# What is being asked
Among the lines below, the one containing "Please mark all" opens the range and the one containing "Where are all labels, symbols and controls in the" closes it. Print that range exactly, without the pictures.

╔══

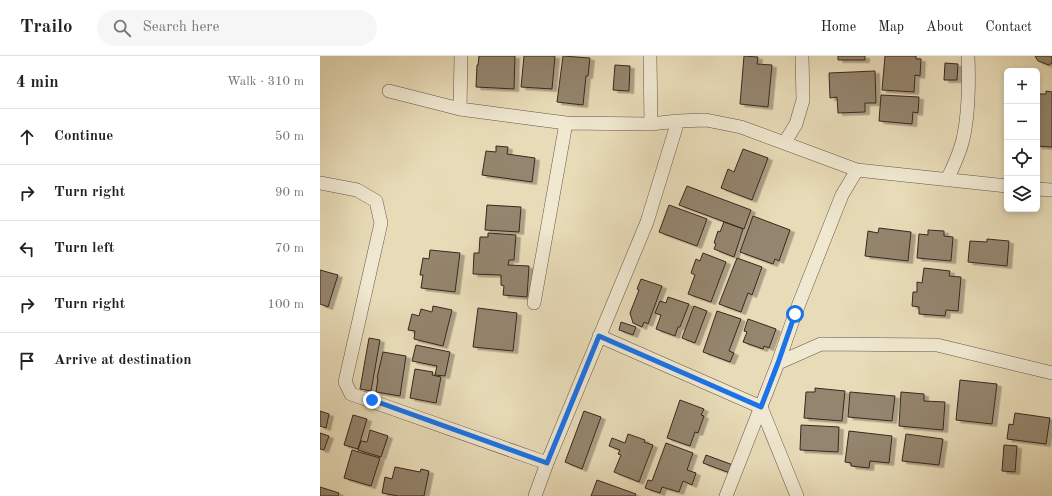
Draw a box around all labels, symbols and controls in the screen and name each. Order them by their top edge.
search box [97,10,377,46]
icon: search [111,17,133,39]
text: Trailo [20,18,73,37]
text: Search here [143,20,219,35]
text: Home [821,20,856,34]
text: Map [878,20,904,34]
text: About [926,20,963,34]
text: Contact [985,20,1032,34]
map controls [1004,68,1040,212]
button: + [1004,68,1040,104]
text: 4 min [16,74,59,91]
text: Walk · 310 m [227,75,304,88]
button: − [1004,104,1040,140]
icon: ahead [16,126,38,148]
text: Continue [54,129,113,144]
text: 50 m [275,130,304,143]
button: locate [1004,140,1040,176]
button: layers [1004,176,1040,212]
icon: right [16,182,38,204]
text: Turn right [54,185,125,200]
text: 90 m [275,186,304,199]
icon: left [16,238,38,260]
text: Turn left [54,241,114,256]
text: 70 m [275,242,304,255]
icon: right [16,294,38,316]
text: Turn right [54,297,125,312]
text: 100 m [267,298,304,311]
route start [786,305,804,323]
icon: arrive [16,350,38,372]
text: Arrive at destination [54,353,192,368]
route end [363,391,381,409]

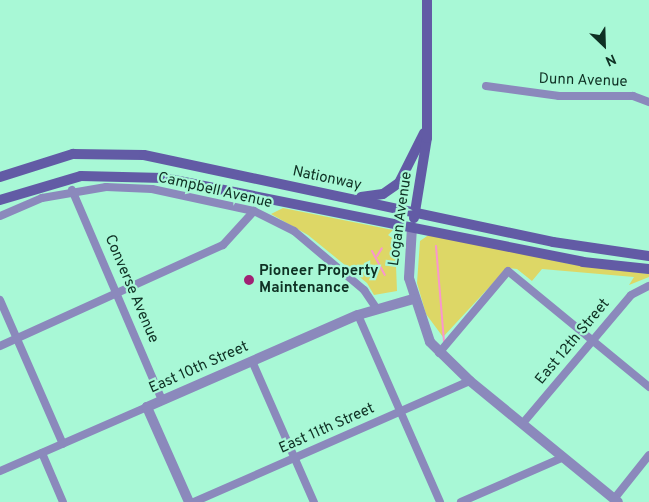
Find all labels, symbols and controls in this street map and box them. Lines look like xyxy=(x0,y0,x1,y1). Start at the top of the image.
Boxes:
north arrow xyxy=(579,20,629,70)
text: N xyxy=(602,49,618,69)
street label: Dunn Avenue xyxy=(538,70,628,92)
street label: Nationway xyxy=(291,163,363,195)
street label: Campbell Avenue xyxy=(156,169,274,213)
street label: Logan Avenue xyxy=(385,170,417,268)
street label: Converse Avenue xyxy=(100,232,162,346)
place label: Pioneer Property Maintenance xyxy=(259,262,379,297)
marker: Pioneer Property Maintenance xyxy=(243,274,255,286)
street label: East 12th Street xyxy=(532,296,614,388)
street label: East 10th Street xyxy=(147,338,251,398)
street label: East 11th Street xyxy=(276,400,378,458)

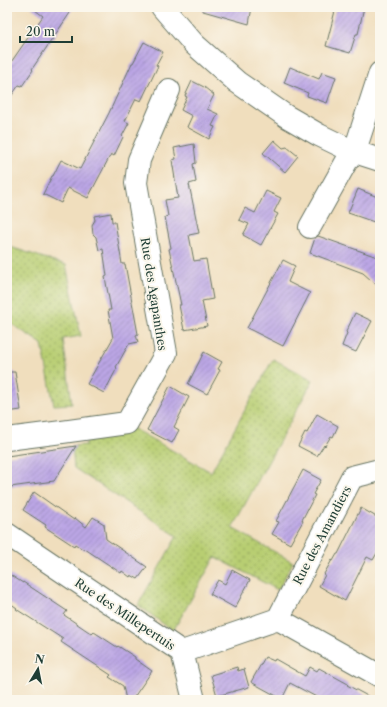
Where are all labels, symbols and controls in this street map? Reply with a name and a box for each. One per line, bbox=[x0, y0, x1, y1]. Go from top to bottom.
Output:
scale bar bbox=[20, 18, 72, 44]
text: 20 m bbox=[26, 24, 55, 39]
street label: Rue des Agapanthes bbox=[138, 236, 170, 352]
street label: Rue des Amandiers bbox=[290, 483, 354, 587]
street label: Rue des Millepertuis bbox=[72, 575, 178, 653]
north arrow bbox=[18, 649, 58, 689]
text: N bbox=[34, 651, 46, 667]

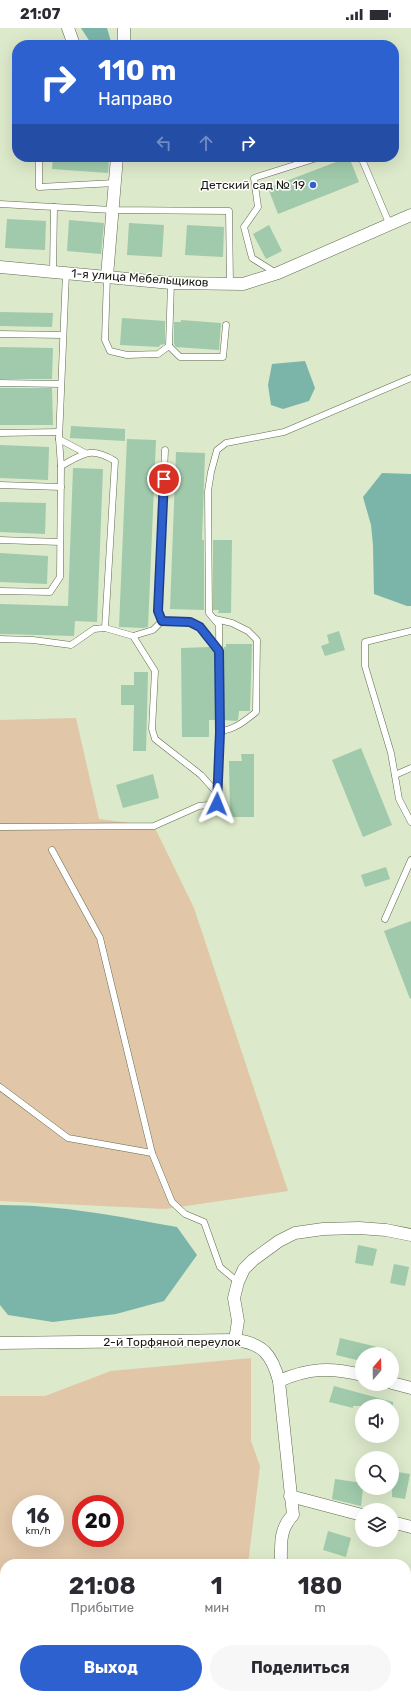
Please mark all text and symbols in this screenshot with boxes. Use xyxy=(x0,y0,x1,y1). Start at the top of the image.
text: 21:07 xyxy=(20,5,60,23)
text: 110 m xyxy=(98,54,176,87)
icon: right xyxy=(32,56,84,108)
text: Направо xyxy=(98,88,173,110)
icon: left xyxy=(153,132,175,154)
icon: ahead xyxy=(195,132,217,154)
icon: right xyxy=(237,132,259,154)
place label: Детский сад № 19 xyxy=(201,178,305,192)
marker: Детский сад № 19 xyxy=(308,180,318,190)
street label: 1-я улица Мебельщиков xyxy=(71,266,209,290)
pin xyxy=(147,462,181,496)
icon: arrive xyxy=(153,468,175,490)
position arrow xyxy=(196,783,238,825)
street label: 2-й Торфяной переулок xyxy=(103,1335,241,1349)
north arrow xyxy=(355,1347,399,1391)
map controls xyxy=(355,1347,399,1547)
button: sound xyxy=(355,1399,399,1443)
button: search xyxy=(355,1451,399,1495)
speed limit sign: 20 xyxy=(72,1495,124,1547)
button: layers xyxy=(355,1503,399,1547)
text: 16 xyxy=(27,1504,49,1528)
text: km/h xyxy=(26,1525,50,1537)
text: 21:08 xyxy=(69,1572,136,1600)
text: 1 xyxy=(211,1572,223,1600)
text: 180 xyxy=(298,1572,342,1600)
text: Прибытие xyxy=(70,1600,134,1615)
text: мин xyxy=(204,1600,229,1615)
text: m xyxy=(314,1600,326,1615)
button: Выход xyxy=(20,1645,202,1691)
button: Поделиться xyxy=(210,1645,391,1691)

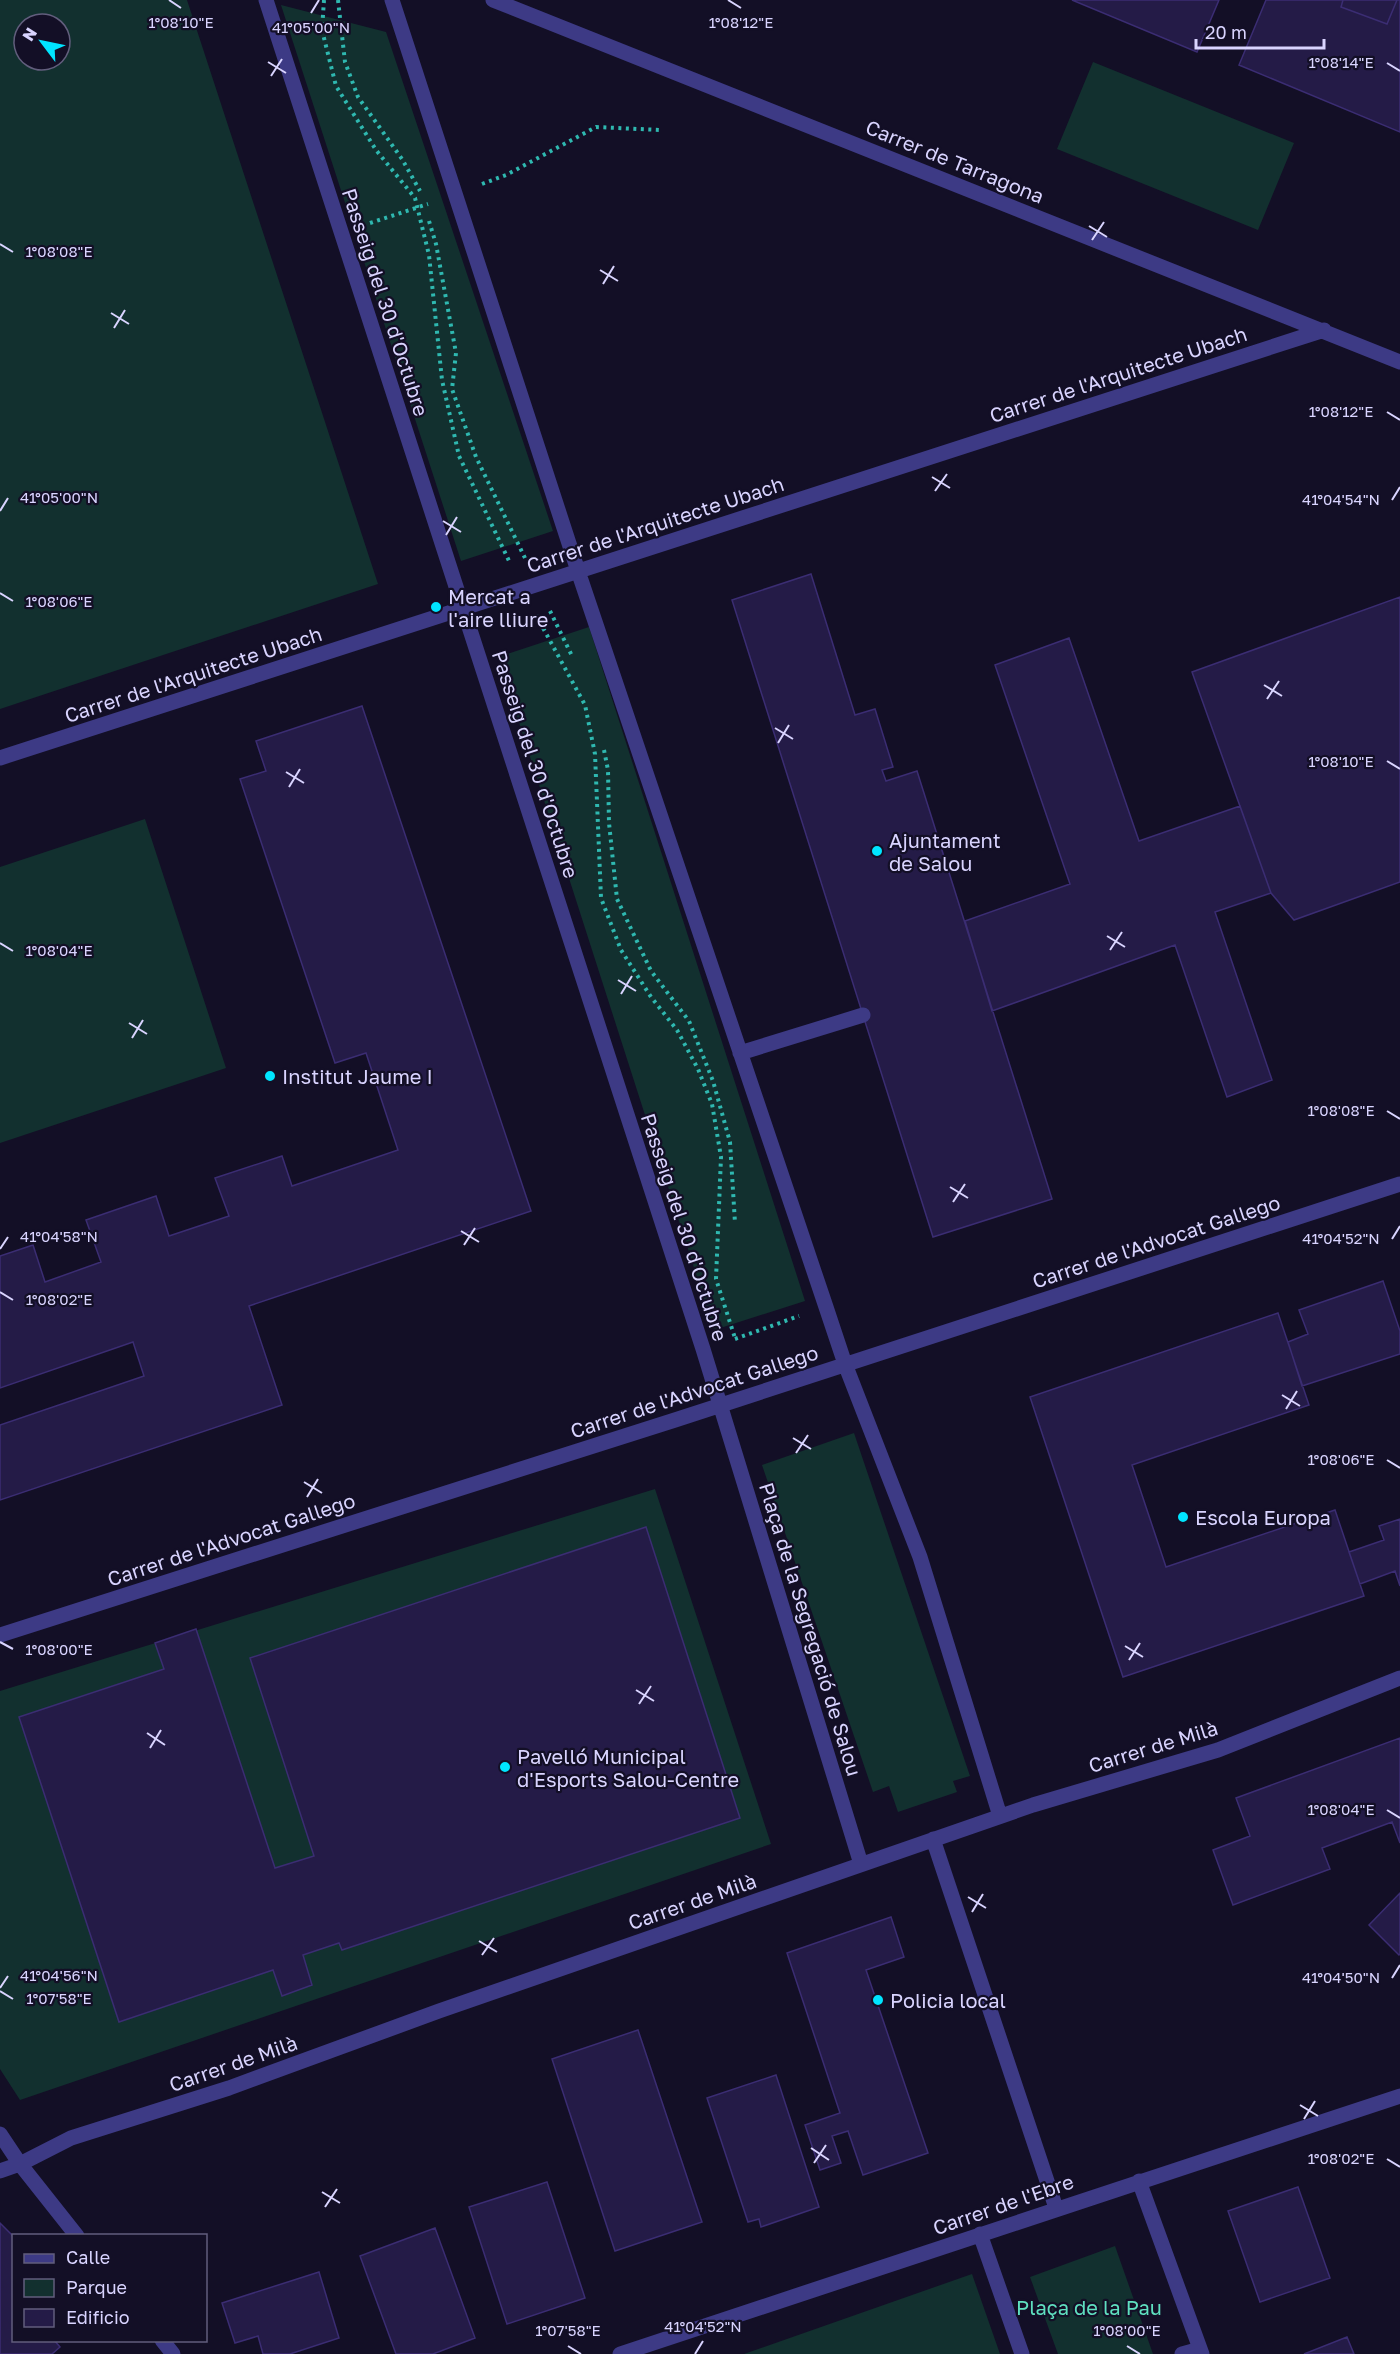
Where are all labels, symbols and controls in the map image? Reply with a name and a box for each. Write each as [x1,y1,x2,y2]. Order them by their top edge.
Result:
north arrow [12,12,72,72]
scale bar [1196,12,1324,50]
text: 1°08'10"E [148,13,214,31]
text: 1°08'12"E [709,13,773,31]
text: 41°05'00"N [272,18,350,36]
text: 20 m [1205,21,1247,43]
text: N [18,24,41,45]
text: 1°08'14"E [1308,53,1374,71]
street label: Carrer de Tarragona [862,114,1048,208]
street label: Passeig del 30 d'Octubre [338,185,434,419]
text: 1°08'08"E [25,242,93,260]
street label: Carrer de l'Arquitecte Ubach [986,321,1250,427]
text: 1°08'12"E [1309,402,1373,420]
street label: Carrer de l'Arquitecte Ubach [523,471,787,577]
text: 41°05'00"N [20,488,98,506]
text: 41°04'54"N [1302,490,1380,508]
place label: Mercat a l'aire lliure [448,584,548,631]
text: 1°08'06"E [25,592,93,610]
marker: Mercat a l'aire lliure [429,600,443,614]
street label: Carrer de l'Arquitecte Ubach [61,621,325,727]
street label: Passeig del 30 d'Octubre [488,647,584,881]
text: 1°08'10"E [1308,752,1374,770]
place label: Ajuntament de Salou [889,828,1001,875]
marker: Ajuntament de Salou [870,844,884,858]
text: 1°08'04"E [25,941,93,959]
place label: Institut Jaume I [282,1064,433,1088]
marker: Institut Jaume I [263,1069,277,1083]
text: 1°08'08"E [1307,1101,1375,1119]
street label: Passeig del 30 d'Octubre [637,1110,733,1344]
street label: Carrer de l'Advocat Gallego [1029,1190,1283,1292]
text: 41°04'58"N [20,1227,98,1245]
text: 41°04'52"N [1302,1229,1380,1247]
text: 1°08'02"E [26,1290,92,1308]
street label: Carrer de l'Advocat Gallego [567,1340,821,1442]
text: 1°08'06"E [1307,1450,1375,1468]
street label: Plaça de la Segregació de Salou [755,1479,867,1779]
street label: Carrer de l'Advocat Gallego [104,1488,358,1590]
place label: Escola Europa [1195,1505,1331,1529]
marker: Escola Europa [1176,1510,1190,1524]
text: 1°08'00"E [25,1640,93,1658]
street label: Carrer de Milà [1085,1715,1221,1777]
place label: Pavelló Municipal d'Esports Salou-Centre [517,1744,739,1791]
marker: Pavelló Municipal d'Esports Salou-Centre [498,1760,512,1774]
text: 1°08'04"E [1307,1800,1375,1818]
street label: Carrer de Milà [625,1868,759,1934]
text: 41°04'56"N [20,1966,98,1984]
text: 41°04'50"N [1302,1968,1380,1986]
place label: Policia local [890,1988,1006,2012]
text: 1°07'58"E [26,1989,92,2007]
marker: Policia local [871,1993,885,2007]
street label: Carrer de Milà [166,2030,300,2096]
text: 1°08'02"E [1308,2149,1374,2167]
street label: Carrer de l'Ebre [929,2169,1077,2239]
legend [12,2234,207,2342]
text: Calle [66,2246,110,2268]
text: Parque [66,2276,127,2298]
park label: Plaça de la Pau [1016,2295,1162,2319]
text: Edificio [66,2306,130,2328]
text: 41°04'52"N [664,2317,742,2335]
text: 1°07'58"E [535,2321,601,2339]
text: 1°08'00"E [1093,2321,1161,2339]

╚══

# Response box
Please mark all text and symbols in this screenshot with boxes. Use xyxy=(x0,y0,x1,y1). Start at the top of the image.
text: 21:07 xyxy=(20,5,60,23)
text: 110 m xyxy=(98,54,176,87)
icon: right xyxy=(32,56,84,108)
text: Направо xyxy=(98,88,173,110)
icon: left xyxy=(153,132,175,154)
icon: ahead xyxy=(195,132,217,154)
icon: right xyxy=(237,132,259,154)
place label: Детский сад № 19 xyxy=(201,178,305,192)
marker: Детский сад № 19 xyxy=(308,180,318,190)
street label: 1-я улица Мебельщиков xyxy=(71,266,209,290)
pin xyxy=(147,462,181,496)
icon: arrive xyxy=(153,468,175,490)
position arrow xyxy=(196,783,238,825)
street label: 2-й Торфяной переулок xyxy=(103,1335,241,1349)
north arrow xyxy=(355,1347,399,1391)
map controls xyxy=(355,1347,399,1547)
button: sound xyxy=(355,1399,399,1443)
button: search xyxy=(355,1451,399,1495)
speed limit sign: 20 xyxy=(72,1495,124,1547)
button: layers xyxy=(355,1503,399,1547)
text: 16 xyxy=(27,1504,49,1528)
text: km/h xyxy=(26,1525,50,1537)
text: 21:08 xyxy=(69,1572,136,1600)
text: 1 xyxy=(211,1572,223,1600)
text: 180 xyxy=(298,1572,342,1600)
text: Прибытие xyxy=(70,1600,134,1615)
text: мин xyxy=(204,1600,229,1615)
text: m xyxy=(314,1600,326,1615)
button: Выход xyxy=(20,1645,202,1691)
button: Поделиться xyxy=(210,1645,391,1691)

Where are all labels, symbols and controls in the map image? Reply with a name and a box for each. Write each as [x1,y1,x2,y2]. Order them by their top edge.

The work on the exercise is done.